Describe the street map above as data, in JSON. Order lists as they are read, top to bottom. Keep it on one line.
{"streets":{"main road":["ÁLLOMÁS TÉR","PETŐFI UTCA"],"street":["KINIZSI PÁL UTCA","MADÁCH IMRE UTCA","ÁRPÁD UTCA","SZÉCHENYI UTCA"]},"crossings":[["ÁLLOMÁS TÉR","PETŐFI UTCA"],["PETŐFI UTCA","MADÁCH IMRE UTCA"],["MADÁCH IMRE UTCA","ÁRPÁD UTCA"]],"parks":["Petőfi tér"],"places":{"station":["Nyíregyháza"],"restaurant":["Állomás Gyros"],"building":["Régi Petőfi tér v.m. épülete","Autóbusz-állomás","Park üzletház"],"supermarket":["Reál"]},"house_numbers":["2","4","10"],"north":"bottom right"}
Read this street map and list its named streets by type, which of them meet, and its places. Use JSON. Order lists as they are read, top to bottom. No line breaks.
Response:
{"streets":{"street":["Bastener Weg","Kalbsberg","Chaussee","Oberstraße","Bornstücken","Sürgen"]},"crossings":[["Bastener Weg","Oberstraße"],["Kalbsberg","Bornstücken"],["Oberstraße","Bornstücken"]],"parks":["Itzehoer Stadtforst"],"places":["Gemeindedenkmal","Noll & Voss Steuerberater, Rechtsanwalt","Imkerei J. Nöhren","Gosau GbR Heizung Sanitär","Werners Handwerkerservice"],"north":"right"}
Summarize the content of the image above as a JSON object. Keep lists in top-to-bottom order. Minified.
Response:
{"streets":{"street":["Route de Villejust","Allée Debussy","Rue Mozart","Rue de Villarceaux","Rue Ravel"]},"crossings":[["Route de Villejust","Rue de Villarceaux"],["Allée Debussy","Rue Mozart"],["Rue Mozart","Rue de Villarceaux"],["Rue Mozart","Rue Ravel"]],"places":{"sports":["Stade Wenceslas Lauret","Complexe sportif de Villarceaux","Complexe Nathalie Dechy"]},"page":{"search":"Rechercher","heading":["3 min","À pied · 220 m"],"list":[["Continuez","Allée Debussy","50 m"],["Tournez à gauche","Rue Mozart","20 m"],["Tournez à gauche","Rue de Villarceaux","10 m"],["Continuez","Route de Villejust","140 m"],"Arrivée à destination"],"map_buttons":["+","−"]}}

•••

▶ **Task directions**: Across the whole listing, every line must be copied exactly.

▶ **Answer area**:
Describe the street map above as data, in JSON. Order lists as they are read, top to bottom. Keep it on one line.
{"streets":{"main road":["ÁLLOMÁS TÉR","PETŐFI UTCA"],"street":["KINIZSI PÁL UTCA","MADÁCH IMRE UTCA","ÁRPÁD UTCA","SZÉCHENYI UTCA"]},"crossings":[["ÁLLOMÁS TÉR","PETŐFI UTCA"],["PETŐFI UTCA","MADÁCH IMRE UTCA"],["MADÁCH IMRE UTCA","ÁRPÁD UTCA"]],"parks":["Petőfi tér"],"places":{"station":["Nyíregyháza"],"restaurant":["Állomás Gyros"],"building":["Régi Petőfi tér v.m. épülete","Autóbusz-állomás","Park üzletház"],"supermarket":["Reál"]},"house_numbers":["2","4","10"],"north":"bottom right"}
Read this street map and list its named streets by type, which of them meet, and its places. Use JSON. Order lists as they are read, top to bottom. No line breaks.
Response:
{"streets":{"street":["Bastener Weg","Kalbsberg","Chaussee","Oberstraße","Bornstücken","Sürgen"]},"crossings":[["Bastener Weg","Oberstraße"],["Kalbsberg","Bornstücken"],["Oberstraße","Bornstücken"]],"parks":["Itzehoer Stadtforst"],"places":["Gemeindedenkmal","Noll & Voss Steuerberater, Rechtsanwalt","Imkerei J. Nöhren","Gosau GbR Heizung Sanitär","Werners Handwerkerservice"],"north":"right"}
Summarize the content of the image above as a JSON object. Keep lists in top-to-bottom order. Minified.
Response:
{"streets":{"street":["Route de Villejust","Allée Debussy","Rue Mozart","Rue de Villarceaux","Rue Ravel"]},"crossings":[["Route de Villejust","Rue de Villarceaux"],["Allée Debussy","Rue Mozart"],["Rue Mozart","Rue de Villarceaux"],["Rue Mozart","Rue Ravel"]],"places":{"sports":["Stade Wenceslas Lauret","Complexe sportif de Villarceaux","Complexe Nathalie Dechy"]},"page":{"search":"Rechercher","heading":["3 min","À pied · 220 m"],"list":[["Continuez","Allée Debussy","50 m"],["Tournez à gauche","Rue Mozart","20 m"],["Tournez à gauche","Rue de Villarceaux","10 m"],["Continuez","Route de Villejust","140 m"],"Arrivée à destination"],"map_buttons":["+","−"]}}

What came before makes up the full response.